Despite the promising findings and implications of our study, there are several limitations that should be acknowledged. First, our study focused specifically on eyelid tumors and utilized proteomic data for classification. The generalizability of our findings to other types of tumors or different anatomical locations may be limited. Future studies should explore the applicability of our AI diagnostic system in a broader range of tumor types.

Second, our study relied on retrospective FFPE tissue samples for proteomic analysis, which complement the limitations of large tissue quantities and fresh tissue9. The availability and quality of these samples can vary, potentially introducing bias or limitations in the data. Prospective studies with larger sample sizes and standardized collection protocols would strengthen the robustness of our findings.

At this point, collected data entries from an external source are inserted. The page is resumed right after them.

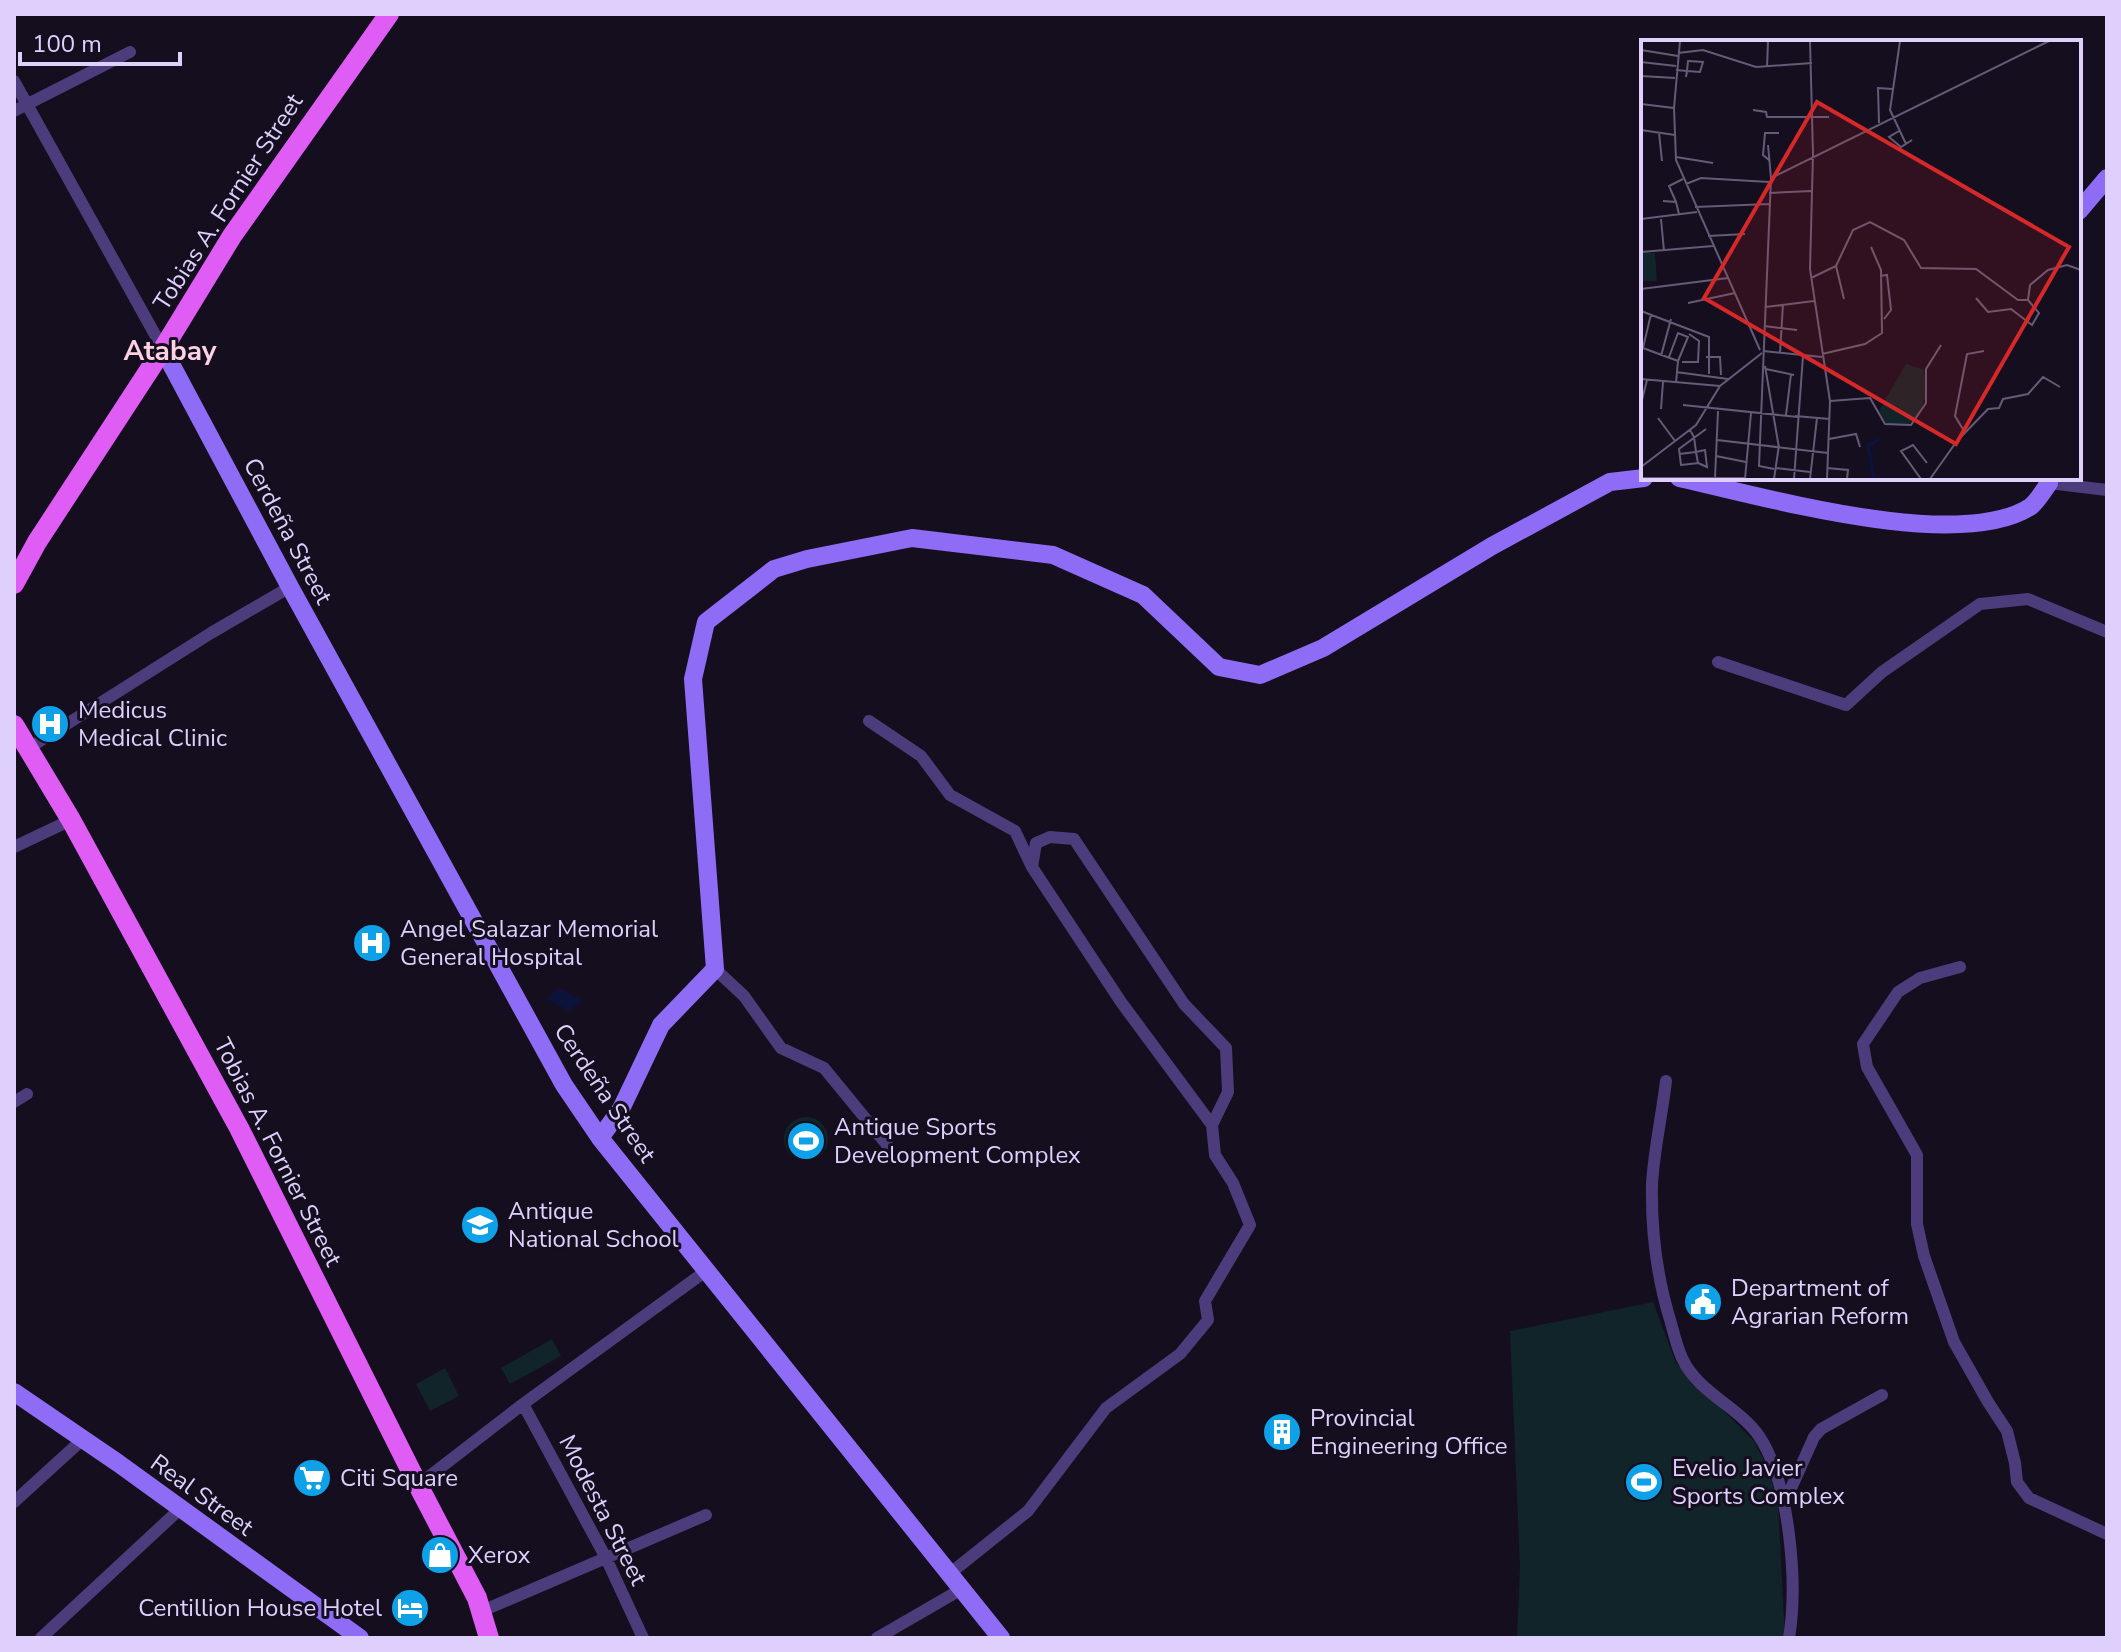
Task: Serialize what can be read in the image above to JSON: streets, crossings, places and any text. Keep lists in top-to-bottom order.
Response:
{
  "streets": {
    "main road": ["Tobias A. Fornier Street", "Cerdeña Street", "Real Street"],
    "street": ["Modesta Street"]
  },
  "crossings": [
    ["Tobias A. Fornier Street", "Cerdeña Street"]
  ],
  "districts": ["Atabay"],
  "places": {
    "hospital": ["Medicus Medical Clinic", "Angel Salazar Memorial General Hospital"],
    "sports": ["Antique Sports Development Complex", "Evelio Javier Sports Complex"],
    "school or university": ["Antique National School"],
    "public building": ["Department of Agrarian Reform"],
    "building": ["Provincial Engineering Office"],
    "supermarket": ["Citi Square"],
    "shop": ["Xerox"],
    "hotel": ["Centillion House Hotel"]
  },
  "scale_bar": "100 m"
}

This advancement facilitates high-throughput proteomic analysis and expands the scope of proteotyping in clinical research.

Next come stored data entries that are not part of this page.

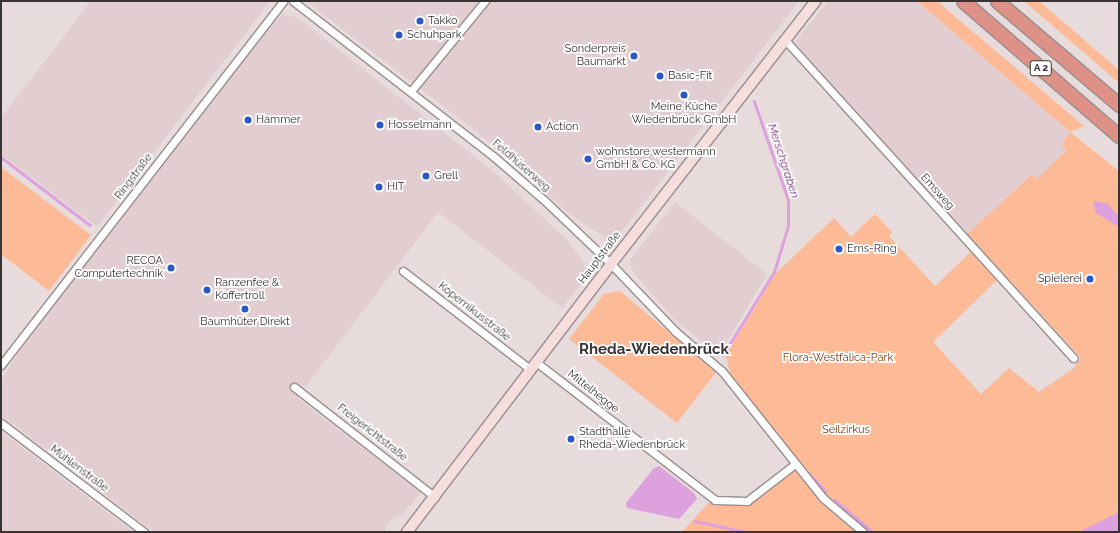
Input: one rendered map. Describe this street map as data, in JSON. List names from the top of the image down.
{
  "streets": {
    "highway": ["A 2"],
    "street": [
      "Feldhüserweg",
      "Ringstraße",
      "Emsweg",
      "Hauptstraße",
      "Kopernikusstraße",
      "Mittelhegge",
      "Freigerichtstraße",
      "Mühlenstraße"
    ]
  },
  "crossings": [
    ["Feldhüserweg", "Hauptstraße"],
    ["Emsweg", "Hauptstraße"],
    ["Hauptstraße", "Kopernikusstraße"],
    ["Hauptstraße", "Mittelhegge"],
    ["Hauptstraße", "Freigerichtstraße"],
    ["Kopernikusstraße", "Mittelhegge"]
  ],
  "districts": ["Rheda-Wiedenbrück"],
  "water": ["Merschgraben"],
  "parks": ["Flora-Westfalica-Park", "Seilzirkus"],
  "places": [
    "Takko",
    "Schuhpark",
    "Sonderpreis Baumarkt",
    "Basic-Fit",
    "Meine Küche Wiedenbrück GmbH",
    "Hammer",
    "Hosselmann",
    "Action",
    "wohnstore westermann GmbH & Co. KG",
    "Grell",
    "HIT",
    "Ems-Ring",
    "RECOA Computertechnik",
    "Spielerei",
    "Ranzenfee & Koffertroll",
    "Baumhüter Direkt",
    "Stadthalle Rheda-Wiedenbrück"
  ]
}
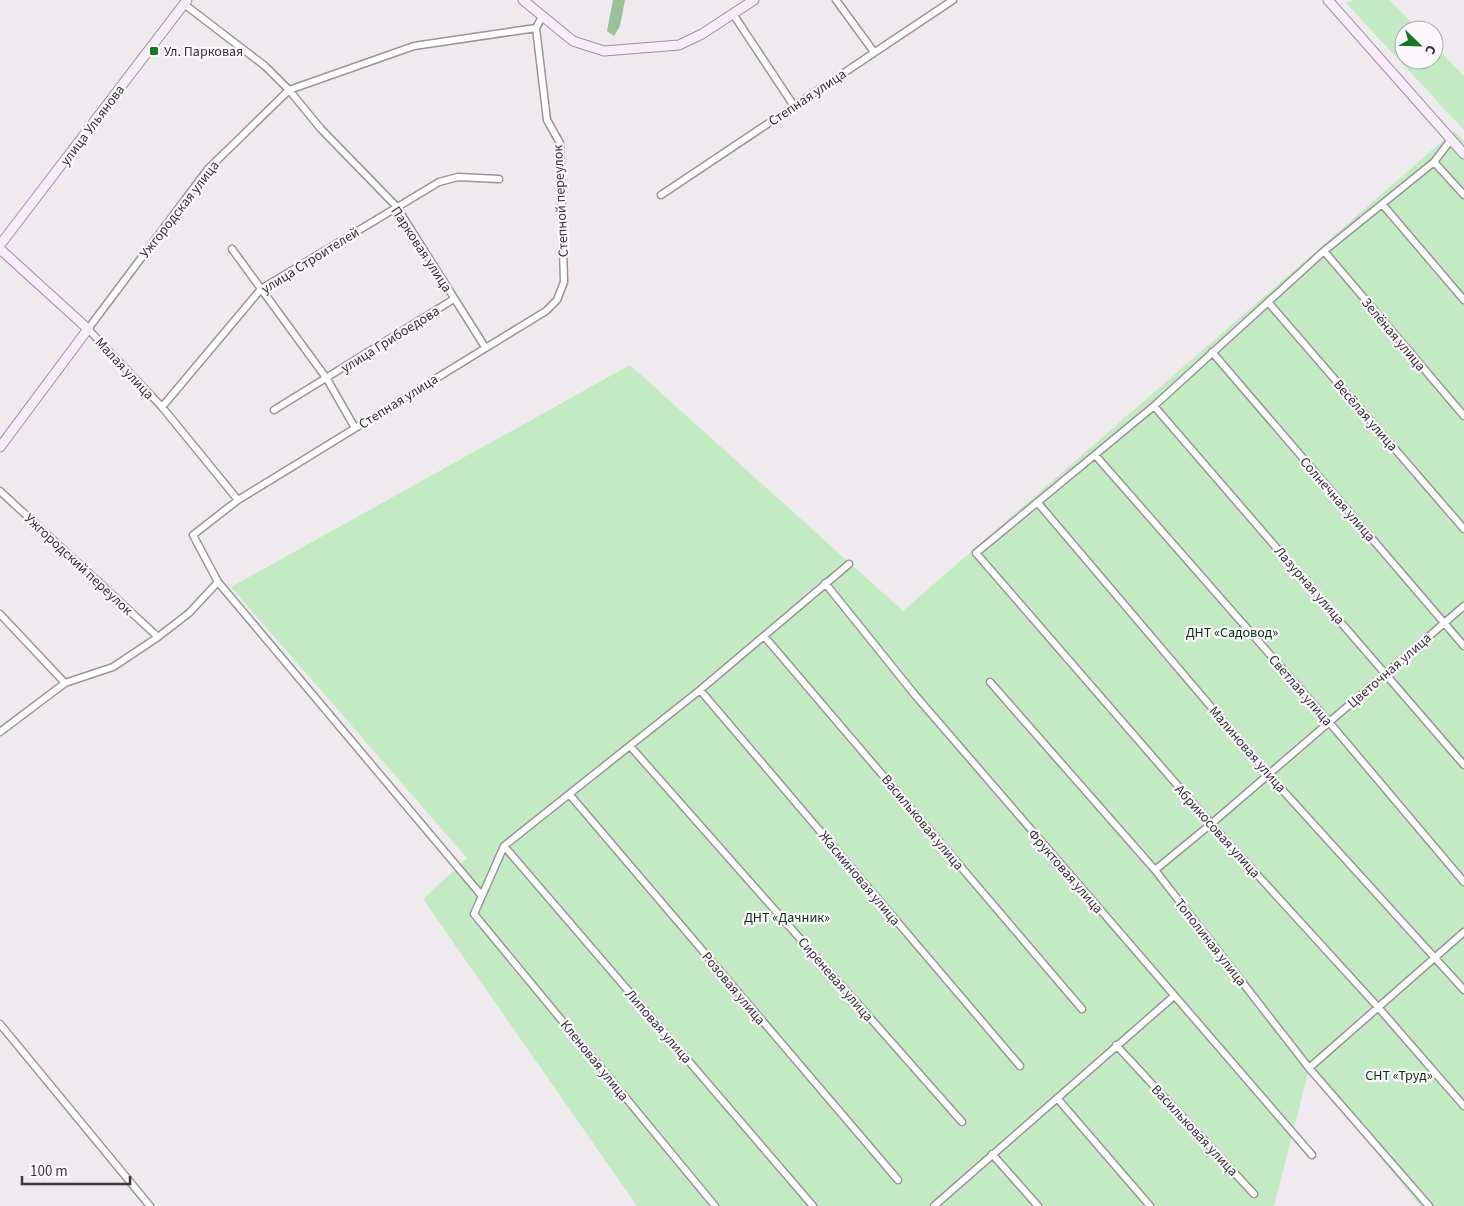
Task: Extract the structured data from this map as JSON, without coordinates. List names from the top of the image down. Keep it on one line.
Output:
{"streets":{"street":["Степная улица","улица Ульянова","Степной переулок","Ужгородская улица","Парковая улица","улица Строителей","Зелёная улица","улица Грибоедова","Малая улица","Весёлая улица","Солнечная улица","Ужгородский переулок","Лазурная улица","Цветочная улица","Светлая улица","Малиновая улица","Васильковая улица","Абрикосовая улица","Фруктовая улица","Жасминовая улица","Тополиная улица","Сиреневая улица","Розовая улица","Липовая улица","Кленовая улица"]},"crossings":[["Степная улица","Степной переулок"],["Степная улица","Парковая улица"],["Степная улица","улица Грибоедова"],["Степная улица","Малая улица"],["улица Ульянова","Ужгородская улица"],["улица Ульянова","Парковая улица"],["улица Ульянова","Малая улица"],["Степной переулок","Ужгородская улица"],["Ужгородская улица","Парковая улица"],["Ужгородская улица","Малая улица"],["Парковая улица","улица Строителей"],["Парковая улица","улица Грибоедова"],["улица Строителей","улица Грибоедова"],["улица Строителей","Малая улица"],["Солнечная улица","Цветочная улица"],["Лазурная улица","Цветочная улица"],["Цветочная улица","Светлая улица"],["Цветочная улица","Малиновая улица"],["Цветочная улица","Абрикосовая улица"],["Цветочная улица","Тополиная улица"],["Малиновая улица","Абрикосовая улица"]],"parks":["ДНТ «Садовод»","ДНТ «Дачник»","СНТ «Труд»"],"places":{"transit":["Ул. Парковая"]},"scale_bar":"100 m","north":"bottom right"}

Third, although our AI diagnostic system demonstrated high accuracy and performance in multi-class classification, it is important to note that the system should be further validated and optimized in larger, independent cohorts. External validation with diverse patient populations and different clinical settings is crucial to ensure the reliability and generalizability of the model.

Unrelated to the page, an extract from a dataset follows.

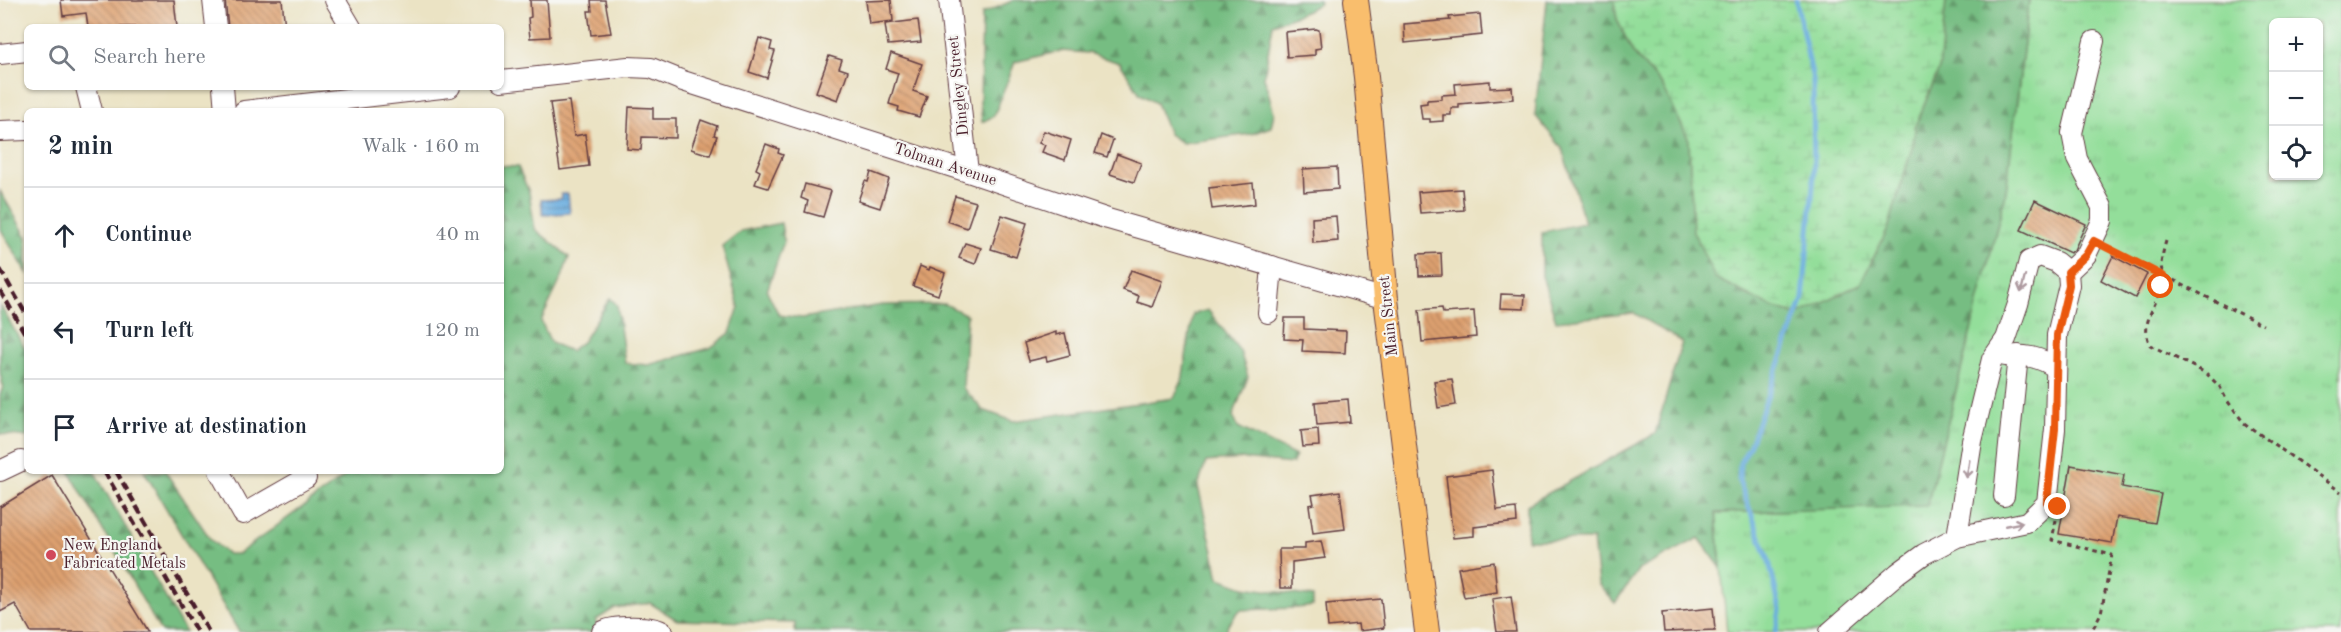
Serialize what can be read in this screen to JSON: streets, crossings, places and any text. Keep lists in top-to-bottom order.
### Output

Fourthly, the implementation of AI-based diagnostic systems in clinical practice raises ethical and regulatory considerations. The integration of such systems should be accompanied by careful evaluation of data privacy, patient consent, and the potential impact on the doctor-patient relationship. Close collaboration between researchers, clinicians, and regulatory bodies is essential to ensure the responsible and ethical deployment of AI technologies in healthcare.

Lastly, for clinical applications of DIA proteomics, targeted MS has emerged as the preferred approach due to its feasibility and cost-effectiveness. While DIA offers the advantage of comprehensive proteome analysis, it is not yet fully feasible for routine clinical use due to several challenges. The complexity of DIA data analysis and the requirement for extensive computational resources make its implementation in clinical settings difficult32. Additionally, the cost associated with DIA, including instrument time and data processing, is relatively high33. In contrast, targeted MS techniques, such as Selected Reaction Monitoring or Parallel Reaction Monitoring, provide a more focused and cost-effective solution. These methods allow for the specific quantification of pre-selected protein targets, reducing the complexity and cost associated with DIA. Targeted MS offers higher sensitivity and selectivity while minimizing the overall cost per sample analyzed, making it a more practical choice for clinical applications.

In conclusion, our study highlights the importance of AI-based diagnostic systems in advancing precision medicine for eyelid tumors. By harnessing the power of proteomic data and AI algorithms, we pave the way for improved patient care, tailored treatment strategies, and ultimately, better outcomes for individuals with eyelid tumors. Continued research and collaboration in this field will drive further advancements in precision medicine and revolutionize the way we diagnose and treat ocular tumors.